_WORK TO COMPLETE_. Give back, word for word, only the lines from the opening of the records through the one with "function write(font, color, halo, rows, align". Pictures stay out.

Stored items
--- START ---

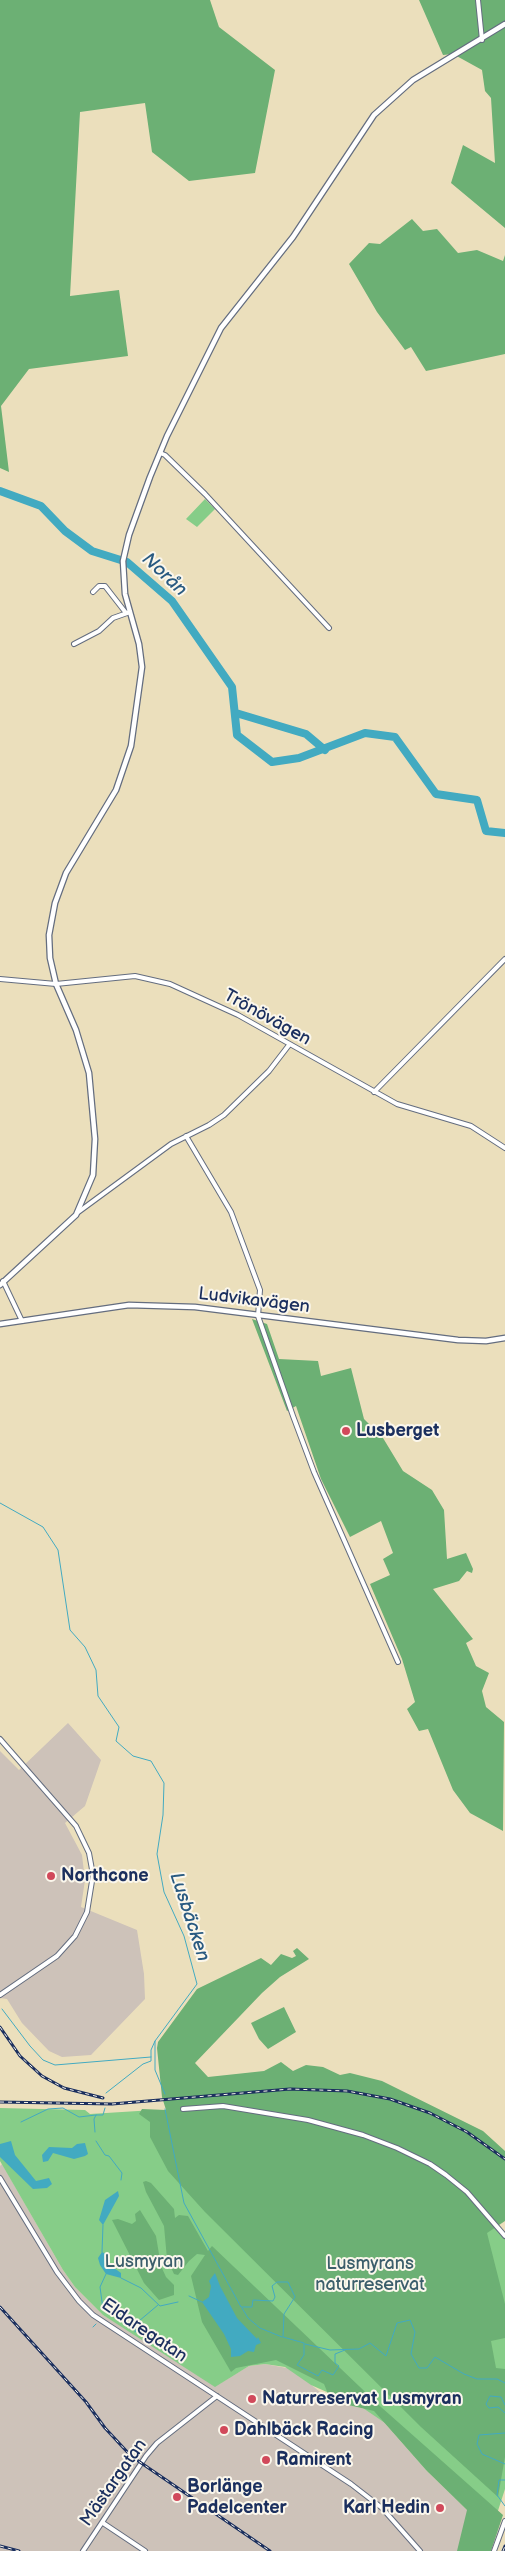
<!DOCTYPE html>
<html>
<head>
<meta charset="utf-8">
<style>
	body { margin:0 }
	canvas { display:block; background:#ebdfbc }
</style>
</head>
<body>
<canvas width="505" height="2551"></canvas>
<script>
const c = document.querySelector('canvas').getContext('2d');
c.lineJoin = 'round';
function fill(path, color) { c.fillStyle = color; c.fill(path, 'evenodd'); }
const shape = rows => new Path2D(rows.map(r => 'M' + r).join(''));
function stroke(path, color, width, dash) { c.strokeStyle = color; c.lineWidth = width; c.lineCap = dash ? 'butt' : 'round'; c.setLineDash(dash || []); c.stroke(path); }
function write(font, color, halo, rows, align = 'center') {
  c.font = font + ' "Balsamiq Sans",sans-serif'; c.lineWidth = 4; c.setLineDash([]); c.textBaseline = 'middle'; c.strokeStyle = halo; c.fillStyle = color; for (const [text, x, y, turn = 0] of rows) {
    c.save(); c.translate(x, y); c.rotate((+turn || 0) * Math.PI / 180); c.textAlign = isNaN(turn) ? turn : align; if (halo) c.strokeText(text, 0, 0); c.fillText(text, 0, 0); c.restore();
  }
}
fill(shape([
	[68,1723,101,1760,85,1806,65,1823,82,1855,85,1880,81,1907,137,1930,144,1974,145,1999,91,2055,62,2057,49,2051,22,2023,7,1999,0,1998,0,1751,19,1770],
	[2,2164,63,2270,75,2287,103,2315,219,2384,249,2366,265,2364,292,2369,331,2401,374,2411,428,2472,467,2510,479,2551,0,2551,0,2166]
]), '#cdc2b9');
fill(shape([
	[205,499,215,509,197,527,186,519],
	[0,2108,85,2110,90,2114,154,2110,393,2144,505,2235,505,2489,485,2551,472,2510,426,2470,385,2423,363,2408,311,2385,285,2367,265,2364,249,2366,215,2387,103,2315,75,2287,63,2270,0,2161]
]), '#86cd88');
fill(shape([
	[0,0,210,0,219,27,275,70,255,173,189,181,152,152,145,103,80,112,70,296,119,290,128,356,29,369,1,406,9,472,0,468],
	[419,0,505,0,505,228,451,183,463,145,495,163,491,98,485,91,482,70,453,54,443,55],
	[412,219,423,231,437,229,458,253,477,250,503,261,505,255,505,354,426,371,411,347,405,350,377,312,349,264,369,243,380,244],
	[252,1319,267,1324,279,1359,318,1361,321,1376,351,1368,364,1419,383,1438,403,1471,432,1490,444,1510,447,1559,466,1553,473,1569,472,1573,467,1571,459,1581,433,1589,473,1639,466,1643,476,1666,489,1673,482,1691,486,1707,504,1722,503,1831,470,1813,453,1790,428,1729,419,1731,407,1709,415,1702,402,1659,370,1584,390,1575,383,1559,393,1553,381,1521,350,1537,321,1479,296,1406,287,1411],
	[297,1948,309,1959,280,1977,262,1993,195,2063,208,2077,264,2071,281,2062,293,2071,306,2065,323,2067,340,2075,350,2073,382,2081,483,2131,505,2151,505,2221,487,2233,505,2304,505,2338,491,2341,496,2368,505,2369,505,2457,498,2497,421,2427,205,2212,168,2171,150,2137,150,2122,139,2114,142,2109,166,2110,162,2097,157,2048,158,2042,197,1989,261,1958,271,1965,281,1954,292,1958,296,1956,293,1951],
	[284,2007,296,2032,268,2049,259,2039,251,2023],
	[146,2181,151,2183,174,2209,175,2218,179,2215,188,2216,208,2251,212,2246,381,2407,503,2515,491,2551,457,2551,467,2510,428,2472,374,2411,331,2401,324,2384,276,2360,236,2368,231,2372,202,2322,191,2276,205,2255,197,2254,189,2261,178,2275,174,2274,167,2259,164,2226,146,2192,143,2182],
	[140,2210,156,2236,161,2266,166,2277,174,2285,174,2295,159,2300,144,2283,112,2220,118,2219,132,2224,136,2221,135,2214]
]), '#6cb074');
fill(shape([
	[11,2141,15,2155,36,2181,49,2178,52,2184,47,2188,33,2189,0,2157,0,2144],
	[85,2143,88,2154,85,2156,74,2159,53,2153,48,2161,43,2162,42,2155,49,2147,72,2148,77,2144],
	[118,2191,119,2196,103,2225,99,2220,105,2200],
	[102,2252,106,2254,110,2265,121,2273,121,2278,106,2274,100,2265,98,2258],
	[215,2273,220,2286,237,2318,257,2339,258,2337,261,2343,256,2345,254,2352,248,2351,240,2356,231,2357,231,2349,224,2334,202,2302,209,2297,211,2286,209,2281]
]), '#42aac1');
stroke(shape([
	[0,1503,43,1527,58,1550,70,1630,85,1647,96,1670,98,1696,119,1727,116,1741,133,1756,151,1761,164,1783,163,1815,157,1854,164,1892,184,1936,197,1984,155,2041,155,2070,165,2094],
	[2,2009,30,2046,43,2060,55,2065,151,2057],
	[106,2093,143,2064,151,2061,151,2050,155,2041],
	[165,2109,184,2203,241,2307,252,2307,253,2300,273,2301,275,2297,272,2286,277,2282,288,2282,295,2297,284,2314,283,2337,304,2343,304,2355,297,2365,318,2376,322,2370,333,2375,339,2366,335,2363,335,2354,345,2350],
	[21,2122,48,2109,63,2108,79,2117,96,2115],
	[95,2132,94,2119,96,2115,103,2115,105,2108],
	[96,2141,105,2155,109,2156,122,2173,121,2180],
	[102,2252,103,2225],
	[121,2278,141,2288,160,2306,178,2302],
	[189,2296,202,2302],
	[242,2308,248,2318,260,2328,282,2337],
	[103,2309,100,2287,106,2274],
	[93,2327,96,2324],
	[135,2332,139,2321,158,2305],
	[305,2344,330,2350,359,2349,370,2343,386,2356,397,2323,410,2320,415,2332,411,2354,419,2368,427,2368,435,2357,464,2374,477,2379,497,2379,505,2383],
	[505,2405,501,2397,490,2396,486,2404,489,2408,498,2407,505,2413],
	[505,2433,479,2435,477,2444,482,2454,505,2464],
	[505,2480,499,2480,497,2495,505,2506]
]), '#42aac1', 1);
stroke(shape([
	[0,491,41,506,65,531,92,551,127,562,172,601,232,687,237,735,272,762,299,758,365,733,395,737,436,794,477,800,486,831,505,833],
	[236,713,306,734,325,750]
]), '#42aac1', 8);
const minor = shape([
	[478,0,482,40],
	[160,453,165,455,205,494,329,628],
	[93,592,99,586,105,586,126,613],
	[74,644,99,631,113,618,130,612],
	[0,979,56,984,135,976,170,984,238,1015,397,1104,471,1126,505,1148],
	[374,1092,505,959],
	[186,1136,231,1212,260,1290,258,1316,293,1416,314,1472,398,1662],
	[77,1213,171,1144,209,1125,224,1115,269,1071,289,1045],
	[3,1281,22,1321],
	[0,1739,76,1826,89,1853,93,1875,87,1912,75,1936,57,1956,0,1995],
	[183,2109,223,2106,308,2120,363,2135,397,2148,430,2164,446,2175,467,2192,505,2236],
	[0,2178,57,2272,79,2301,93,2315,351,2484,382,2508,420,2551],
	[103,2523,145,2551],
	[83,2551,146,2456,157,2443,217,2396],
	[494,2551,505,2521]
]);
const tertiary = shape([
	[0,1285,76,1215,93,1175,95,1139,89,1073,76,1030,56,984,50,958,49,935,55,903,66,873,116,790,131,746,142,667,139,644,125,594,123,561,129,535,150,477,167,436,221,328,293,237,374,115,413,80,505,24],
	[0,1324,129,1305,195,1307,458,1340,486,1341,505,1338]
]);
stroke(minor, '#646d7f', 6);
stroke(tertiary, '#646d7f', 7);
stroke(minor, '#fff', 4);
stroke(tertiary, '#fff', 4.5);
const rail = shape([
	[0,2027,20,2056,42,2076,64,2088,103,2098],
	[0,2102,112,2104,290,2089,347,2091,390,2099,430,2113,467,2132,505,2159],
	[0,2307,86,2402,105,2428,131,2456,270,2551],
	[0,2546,19,2551],
	[503,2551,505,2546]
]);
stroke(rail, '#1b2f5e', 3);
stroke(rail, '#fbf7ec', 1, [4]);
for (const [x, y, r, color] of [
	[346,1431,5,"#d1495b"],
	[51,1876,5,"#d1495b"],
	[252,2399,5,"#d1495b"],
	[224,2430,5,"#d1495b"],
	[266,2460,5,"#d1495b"],
	[177,2497,5,"#d1495b"],
	[440,2508,5,"#d1495b"]
]) { const dot = new Path2D(); dot.arc(x, y, r, 0, 2 * Math.PI); c.fillStyle = color; c.fill(dot); stroke(dot, '#fbf7ec', 2); }
write('18px', '#1b2f5e', '#fbf7ec', [
	["Trönövägen",267,1018,29],
	["Ludvikavägen",254,1301,7],
	["Eldaregatan",144,2331,34],
	["Mästargatan",114,2483,-55]
]);
write('bold 18px', '#1b2f5e', '#fbf7ec', [
	["Lusberget",356,1431],
	["Northcone",61,1876],
	["Naturreservat Lusmyran",262,2399],
	["Dahlbäck Racing",234,2430],
	["Ramirent",276,2460],
	["Borlänge",187,2487],
	["Padelcenter",187,2508],
	["Karl Hedin",430,2508,"right"]
], 'left');
write('18px', '#3b5e6b', '#fbf7ec', [
	["Lusmyran",144,2262],
	["Lusmyrans",370,2264],
	["naturreservat",370,2285]
]);
write('italic 19px', '#295a81', '#fbf7ec', [
	["Norån",164,575,43],
	["Lusbäcken",189,1917,72]
]);
</script>
</body>
</html>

--- END ---

_ANSWER BELOW_.
<!DOCTYPE html>
<html>
<head>
<meta charset="utf-8">
<style>
	body { margin:0 }
	canvas { display:block; background:#ebdfbc }
</style>
</head>
<body>
<canvas width="505" height="2551"></canvas>
<script>
const c = document.querySelector('canvas').getContext('2d');
c.lineJoin = 'round';
function fill(path, color) { c.fillStyle = color; c.fill(path, 'evenodd'); }
const shape = rows => new Path2D(rows.map(r => 'M' + r).join(''));
function stroke(path, color, width, dash) { c.strokeStyle = color; c.lineWidth = width; c.lineCap = dash ? 'butt' : 'round'; c.setLineDash(dash || []); c.stroke(path); }
function write(font, color, halo, rows, align = 'center') {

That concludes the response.